At this time there was a large number of the past school students and teachers who would attend these yearly gatherings at Tolu.
The simple inscription engraved in the face of the rock, "Welcome Home," meant a lot to some of the Tolu graduates that would come from many places to visit their former friends and classmates from Tolu School.
The stone sits on a masonry foundation built by Darrell Sherer in front of the steps to the former Tolu Methodist Church site across from the old Tolu Bank building on the corner of First Street and Orchard Avenue.
The crowd this day in July 1983 gathered around the stone, some placed pennies on the stone for good luck and in hopes they would be able to return the next years for the reunion.

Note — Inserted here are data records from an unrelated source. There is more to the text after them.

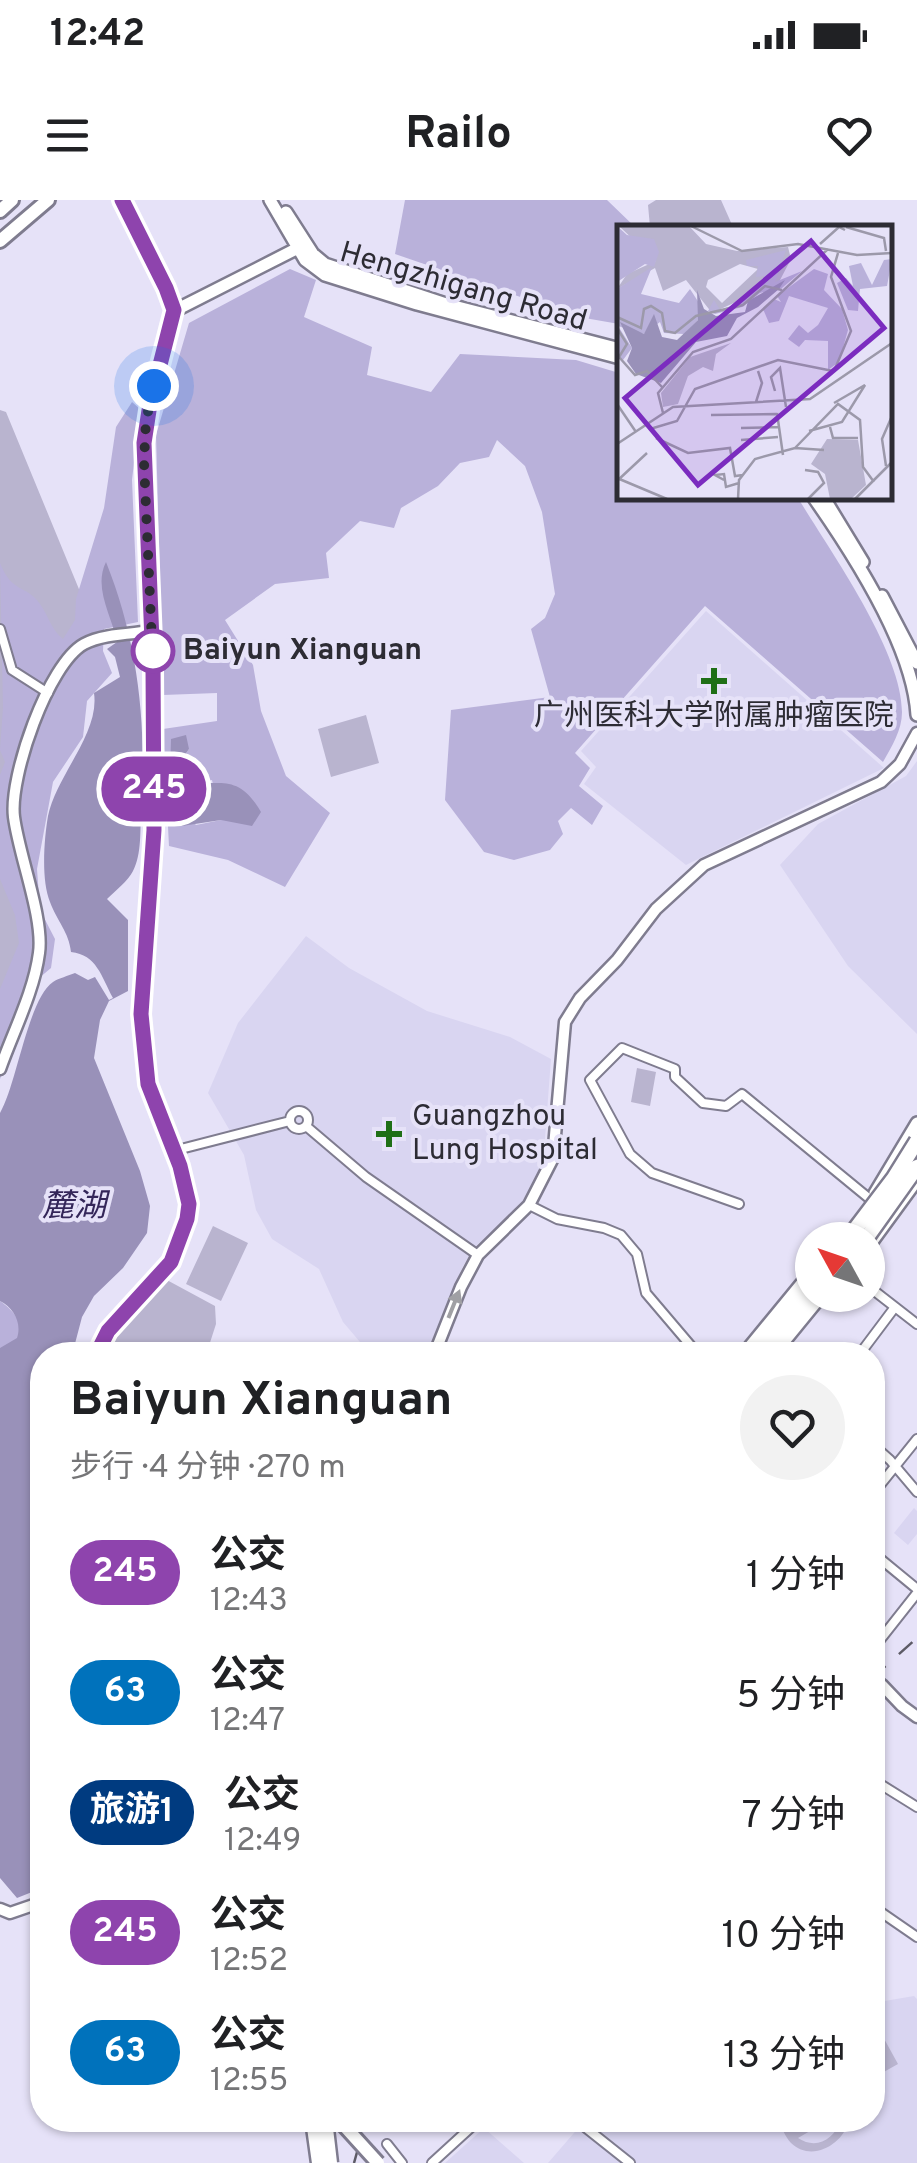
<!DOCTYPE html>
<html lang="zh">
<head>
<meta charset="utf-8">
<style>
	:root { --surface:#fff; --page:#f2f2f2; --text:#202124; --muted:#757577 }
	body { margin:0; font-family:Overpass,"Noto Sans SC",sans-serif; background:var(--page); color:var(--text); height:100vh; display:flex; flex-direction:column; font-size:38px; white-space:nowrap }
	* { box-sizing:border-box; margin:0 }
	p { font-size:32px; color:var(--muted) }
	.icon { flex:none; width:55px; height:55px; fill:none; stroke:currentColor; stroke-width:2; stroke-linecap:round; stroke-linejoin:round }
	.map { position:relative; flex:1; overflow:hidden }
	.details { position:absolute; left:30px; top:1142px; width:855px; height:790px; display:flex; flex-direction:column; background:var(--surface); border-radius:40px; box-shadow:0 2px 8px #0004 }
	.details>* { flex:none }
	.badge { padding:0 20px; border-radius:32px; font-size:35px; line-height:65px }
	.needle { width:65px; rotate:310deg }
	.controls { position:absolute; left:795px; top:1022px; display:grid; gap:20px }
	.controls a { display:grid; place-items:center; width:90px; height:90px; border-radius:50%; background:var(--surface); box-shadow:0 2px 8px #0004; font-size:50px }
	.you { position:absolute; width:50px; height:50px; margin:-25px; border:8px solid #fff; border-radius:50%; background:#1a73e8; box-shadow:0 0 0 15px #1a73e833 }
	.map>.badge { position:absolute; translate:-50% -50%; box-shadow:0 0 0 5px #fff }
	.round { display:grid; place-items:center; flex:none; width:105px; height:105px; border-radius:52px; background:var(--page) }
	.overview { display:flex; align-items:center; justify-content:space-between; height:170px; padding:0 40px }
	h1 { font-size:48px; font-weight:700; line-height:75px }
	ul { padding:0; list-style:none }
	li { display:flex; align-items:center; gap:30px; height:120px; padding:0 40px }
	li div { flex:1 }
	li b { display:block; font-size:38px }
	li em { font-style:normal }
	li .badge { min-width:110px; font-weight:700; text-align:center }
	.status { display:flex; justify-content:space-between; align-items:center; height:70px; padding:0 50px; background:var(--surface); direction:ltr }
	.status svg { height:28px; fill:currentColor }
	header { display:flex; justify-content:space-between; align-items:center; height:130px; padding:0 40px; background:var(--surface); font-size:45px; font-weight:700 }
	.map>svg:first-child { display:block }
</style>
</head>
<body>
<div class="status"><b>12:42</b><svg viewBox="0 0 49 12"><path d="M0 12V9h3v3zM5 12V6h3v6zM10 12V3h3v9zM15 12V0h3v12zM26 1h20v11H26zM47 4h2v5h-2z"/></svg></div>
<header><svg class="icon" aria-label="menu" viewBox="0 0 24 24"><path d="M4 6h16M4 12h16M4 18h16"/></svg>Railo<svg class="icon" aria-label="heart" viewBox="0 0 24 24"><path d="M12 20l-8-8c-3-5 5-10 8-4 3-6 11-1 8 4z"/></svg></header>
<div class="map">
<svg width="917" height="1963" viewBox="0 0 917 1963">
	<rect width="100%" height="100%" fill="#e6e2f8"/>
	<path fill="#d9d5f1" d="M706,411L884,568L686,665L584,584L596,567L581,551Z
		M917,561V834L848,766L780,665L818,624L906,576Z
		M306,736L349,768L427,811L510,837L551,859L543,965L519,1008L477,1045L463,1066L426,1155H371L343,1122L319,1069L272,1039L256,1010L244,955L208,893L238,823Z
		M914,1308L917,1311V1334L908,1345L894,1333Z
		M914,1796L917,1799V1963H548L580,1926L572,1920H872L873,1803Z
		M484,1928L524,1963H445Z"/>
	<path fill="#b9b4cf" d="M656,0H721L733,27H650L648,5Z
		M0,210L6,212L88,411L34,506L33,723L0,851Z
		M366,515L379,563L331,577L318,529Z
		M637,868L656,872L650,906L631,902Z
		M213,1026L248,1043L221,1101L186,1084Z
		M165,1079L215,1106L216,1124L206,1155H108L114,1137Z
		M882,1835L898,1864L873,1878V1841Z
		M778,1920H829L798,1938C816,1950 834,1940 841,1920H849C844,1944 812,1963 791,1943C785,1937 782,1927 778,1920Z"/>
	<path fill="#b9b1da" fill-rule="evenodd" d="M405,0H607L635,27L620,28L619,124L579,117L395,54Z
		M290,69L316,80L304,117L372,147L367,175L431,192L460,154L576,160L619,173L620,298H798C830,351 902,451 902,512C902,530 892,546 883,562L705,406L575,553L590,568L579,586L603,606L592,625L571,608L558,621L563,634L550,650L514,660L484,652L445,600L451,510L550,497L531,429L545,418L555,394L542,312L525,266L497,240L489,257L460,263L438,286L401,308L394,328L360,321L326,353L329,378L275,384L225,420L253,465L261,511L286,576L330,613L285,687L228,660L169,646L163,529L217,521V493L163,495L156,235L189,123ZM189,549L180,562V580L196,584L212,580L221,620L196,625L168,595L169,553Z
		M132,202L140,209L132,280L138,422L104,429L103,451L112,473L87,501L83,537L53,582L37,669L40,710L55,739L51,768L39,778L0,879V789L19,743L15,715L0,679V575L5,562L0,550L3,508L0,363C12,394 26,384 40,404C49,417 51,429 63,439L75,420L76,399L104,308L116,227Z
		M0,1101C9,1107 28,1124 18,1138C14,1142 8,1145 4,1149L0,1148Z"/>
	<path fill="#9991b9" d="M106,362C138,442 147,524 141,610C140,629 142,654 133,671C128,681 115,691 107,699L128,720V791L109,801L100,820L94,858L140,971L150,1006L147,1033L123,1068L94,1096L82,1117L72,1155H42V1204C21,1229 32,1243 42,1271V1688L17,1698L0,1678V1148L17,1138C22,1123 14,1108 0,1101V913C17,884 28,799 53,782C59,778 68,776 75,773L88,780L95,777L109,800L113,798C101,776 97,755 71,752C69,732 57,721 50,702C41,680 44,640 48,616C56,576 100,533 94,493L120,477L115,457L107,449L117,442C112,416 93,388 106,362Z
		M186,535L189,549L180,562V580C215,590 236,568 261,612L252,626L221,620L182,626L169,612L171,539Z"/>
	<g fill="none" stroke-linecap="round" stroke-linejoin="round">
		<path stroke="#c1bed1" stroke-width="10" stroke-dasharray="10 5" stroke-linecap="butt" d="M872,1473L882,1485"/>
		<g stroke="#7f7c8f" stroke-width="12">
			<path id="minor" d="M0,429L12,470L48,493
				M290 920a9 9 0 1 1 18 0a9 9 0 1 1-18 0Z
				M306,926L366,977L478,1055
				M173,951L290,921
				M739,1004L652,973L630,954L590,880L622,848L675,869V877L703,903L726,906L742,894L876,1004
				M529,1005L557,1019L604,1028L621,1035L637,1054L646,1093L697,1153L695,1155
				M868,1086L917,1124
				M859,1155L895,1107
				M872,1244L890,1260L917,1292
				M872,1295L917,1239
				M872,1352L917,1389
				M872,1450L917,1393
				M872,1579L917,1607
				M872,1706L917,1737
				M576,1920L630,1963
				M387,1944L402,1963
				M432,1963L479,1920"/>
		</g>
		<g stroke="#7f7c8f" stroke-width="15">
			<path id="tertiary" d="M0,869C13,832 34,792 39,753C44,718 19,656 14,617C9,577 48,464 84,444C102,434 131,434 152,431
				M434,1155L461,1087L478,1055L529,1005L553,958L565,822L580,798L617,760L656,709L704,665L881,582L900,564L917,533
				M882,1485L902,1506L917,1517
				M0,1709L10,1713L42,1702"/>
		</g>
		<g stroke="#7f7c8f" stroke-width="16">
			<path id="secondary" d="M270,0L305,60L325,75L417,104L620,158
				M286,12L313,54L325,64L446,104L620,149
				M174,111L302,46
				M814,298C854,355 913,446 917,515
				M824,298L863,362
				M882,396L917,463
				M875,993L917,923
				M868,1047L917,980
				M96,1155L108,1131L171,1063L187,1019L189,1004L179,966L149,884L142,842L141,814L154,630V486L144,243L149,204L174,111L167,88L122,0
				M743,1155L812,1071"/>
		</g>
		<g stroke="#7f7c8f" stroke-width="18">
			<path id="primary" d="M0,11L12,0
				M0,41L48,0"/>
		</g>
		<g stroke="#7f7c8f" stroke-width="19">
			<path id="trunk" d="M753,1155L812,1083
				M771,1155L820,1095"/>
		</g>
		<use href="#minor" stroke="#fff" stroke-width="8"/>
		<use href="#tertiary" stroke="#fff" stroke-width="10"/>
		<use href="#secondary" stroke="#fff" stroke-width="11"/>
		<use href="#primary" stroke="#fff" stroke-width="12"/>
		<use href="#trunk" stroke="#fff" stroke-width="14"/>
		<path stroke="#5d5b66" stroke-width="2.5" stroke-dasharray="18 18" stroke-linecap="butt" d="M872,1478L917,1438
			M354,1963L366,1920"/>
		<g stroke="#7f7c8f" stroke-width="18" stroke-linecap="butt">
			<path id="primary-bridge" d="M339,1920L378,1963"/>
		</g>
		<g stroke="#7f7c8f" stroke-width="19" stroke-linecap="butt">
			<path id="trunk-bridge" d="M847,1040L894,978L917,941
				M865,1040L917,967
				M313,1920L319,1963
				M325,1920L330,1963"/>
		</g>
		<use href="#primary-bridge" stroke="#fff" stroke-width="12"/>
		<use href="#trunk-bridge" stroke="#fff" stroke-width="14"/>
	</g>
	<defs><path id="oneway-solid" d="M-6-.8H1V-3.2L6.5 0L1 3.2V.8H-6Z" transform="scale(2.5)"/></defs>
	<use fill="#a0a0a4" href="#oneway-solid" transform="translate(454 1104) rotate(-68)"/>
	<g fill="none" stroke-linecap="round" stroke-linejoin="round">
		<g stroke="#fff" stroke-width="22">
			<path id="line" d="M96,1155L108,1131L171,1062L187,1019L189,1004L180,966L148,884L141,814L154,630L153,466L144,243L150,204L174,110L166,88L122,0"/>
		</g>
		<use href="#line" stroke="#8e44ad" stroke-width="15"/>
		<path stroke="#2d2c34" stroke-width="10" stroke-dasharray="0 18" d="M153,451V466L144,262L146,220L154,186"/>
	</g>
	<circle fill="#fff" stroke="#8e44ad" stroke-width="5" cx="153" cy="451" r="20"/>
	<g fill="#1f6f16" stroke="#e6e2f8" stroke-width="4">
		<path d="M709 466h10v10h10v10h-10v10h-10v-10h-10v-10h10z"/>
		<path d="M384 919h10v10h10v10h-10v10h-10v-10h-10v-10h10z"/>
	</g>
	<g text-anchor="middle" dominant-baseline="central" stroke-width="8" stroke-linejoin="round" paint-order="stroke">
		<g font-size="30" fill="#2d2c34" stroke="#e6e2f8">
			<text transform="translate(463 88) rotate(16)">Hengzhigang Road</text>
		</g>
		<g font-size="30" font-weight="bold" fill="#2d2c34" stroke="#e6e2f8" text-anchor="start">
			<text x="183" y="451">Baiyun Xianguan</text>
		</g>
		<g font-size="30" fill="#2d2c34" stroke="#e6e2f8">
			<text x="714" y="517">广州医科大学附属肿瘤医院</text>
			<text x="412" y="917" text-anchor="start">Guangzhou<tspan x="412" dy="34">Lung Hospital</tspan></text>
		</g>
		<g font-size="32" font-style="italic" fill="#342659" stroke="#e6e2f8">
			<text x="74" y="1008">麓湖</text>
		</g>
	</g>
	<g transform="translate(617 25)">
		<rect width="275" height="275" fill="#e6e2f8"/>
		<path d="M2,1H72L89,19L120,26L171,22L174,34L162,57L95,88L69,55L46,66L38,43L0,64L10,49L39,36ZM123,39L141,44L105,78L89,62L91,55ZM114,118L99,129L96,146L86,142L71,151L61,179L46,182L44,168L73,132ZM210,214L241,215L249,260L234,274H213L208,249L194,239Z" fill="#b9b4cf" fill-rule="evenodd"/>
		<path d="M0,1L10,10L37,14L42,27L37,42L28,39L0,57ZM169,25L158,57L185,46L165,63L143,68L125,82L98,89L91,86L97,75L103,85L125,77L146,57L147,51L139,52L141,41H130L129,35ZM275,34L270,61L243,64L241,86L231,85L220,58L229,53L236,61L232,41L244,38L255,60L267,35ZM35,42L24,69L62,78L73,64L82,78L81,95L67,109L47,108L43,97L27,109L1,101L15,123L6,135L0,131V64ZM197,44L211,49L207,65L225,84L231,105L222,137L211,145V116L188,115L182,122L171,114L182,100L191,108L201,100L211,83L172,71L162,96L152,98L146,84L157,74L164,77L160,71Z" fill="#b9b1da"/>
		<path d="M168,55L162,64L141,82L120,93L110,111L79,117L44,158L19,149L10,136L15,123L3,97L27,109L37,89L45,112L60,115L81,95L80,65L87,84L99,91L128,87L131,76Z" fill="#9991b9"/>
		<path fill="none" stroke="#9c99aa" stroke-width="2.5" d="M74,1L125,26L181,19L240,30L275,28M229,2L267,13L269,26M203,19L222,2L228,5M0,92L24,103L27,84L34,81L45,88L48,106L58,108L79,91L126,80L148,61L165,65M0,103L10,119L2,132M2,132L18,150L30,146L45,162M217,146L234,106L214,52L221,28M158,166L154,152L163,143L169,182M139,177L145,158L141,146M0,179L19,207M46,188L41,168L76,127L114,114L211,24M160,188L166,230M94,190L160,189M213,202L216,213H241M124,203L161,202M33,204L60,196L78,164L161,135L216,146M192,206L225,197L248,160L217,178M39,213L71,228L113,223L118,251L126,250M124,215L161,212M0,219L56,182L193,174L275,118M178,223L221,179L243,195L246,242L257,257M269,241L265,214L275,191M188,245L201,247L207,258L191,274M0,253L50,274M107,255L98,250L107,249L109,262L122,258M0,256L30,228M121,274L122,255L138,234L178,223L207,225M238,274L275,237"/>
		<path fill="#7b2cbf" fill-opacity="0.15" stroke="#7b2cbf" stroke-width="5" d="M194,16L267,103L81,260L8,173Z"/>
		<rect width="275" height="275" fill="none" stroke="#2d2c34" stroke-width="5"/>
	</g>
</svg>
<div class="controls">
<a><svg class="needle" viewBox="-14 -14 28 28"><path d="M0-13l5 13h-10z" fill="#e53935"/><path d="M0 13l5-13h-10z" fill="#757577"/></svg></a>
</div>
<div class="you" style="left:154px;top:186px"></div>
<b class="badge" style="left:154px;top:589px;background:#8e44ad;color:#fff">245</b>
<section class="details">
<div class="overview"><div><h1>Baiyun Xianguan</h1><p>步行 · 4 分钟 · 270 m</p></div><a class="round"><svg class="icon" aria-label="heart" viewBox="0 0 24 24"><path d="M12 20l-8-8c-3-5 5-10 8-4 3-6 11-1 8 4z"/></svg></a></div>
<ul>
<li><span class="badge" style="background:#8e44ad;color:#fff">245</span><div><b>公交</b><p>12:43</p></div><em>1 分钟</em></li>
<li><span class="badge" style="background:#0072bc;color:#fff">63</span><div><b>公交</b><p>12:47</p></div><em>5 分钟</em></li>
<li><span class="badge" style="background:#003b80;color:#fff">旅游1</span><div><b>公交</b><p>12:49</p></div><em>7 分钟</em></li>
<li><span class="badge" style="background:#8e44ad;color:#fff">245</span><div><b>公交</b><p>12:52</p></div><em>10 分钟</em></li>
<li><span class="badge" style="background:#0072bc;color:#fff">63</span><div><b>公交</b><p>12:55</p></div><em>13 分钟</em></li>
</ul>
</section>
</div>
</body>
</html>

When one bystander was asked if he had anything to say, he quietly answered, "Just being here is enough."
The group slowly made its way back up toward the school building and everyone stopped and placed their hands on the Touchstone.
Now the legend of Tolu will last as long as the stone itself.
These were wonderful times, all of these early reunion attendees are gone now, and the wonderful rural school closed its doors in 1998 to the so-called sound of progress and the students were then bused to the Elementary and Middle school at Marion.
The Tolu community still has the annual school reunion in the summertime, I wonder now if any of these later graduates of the school know the history of the "Tolu Touchstone."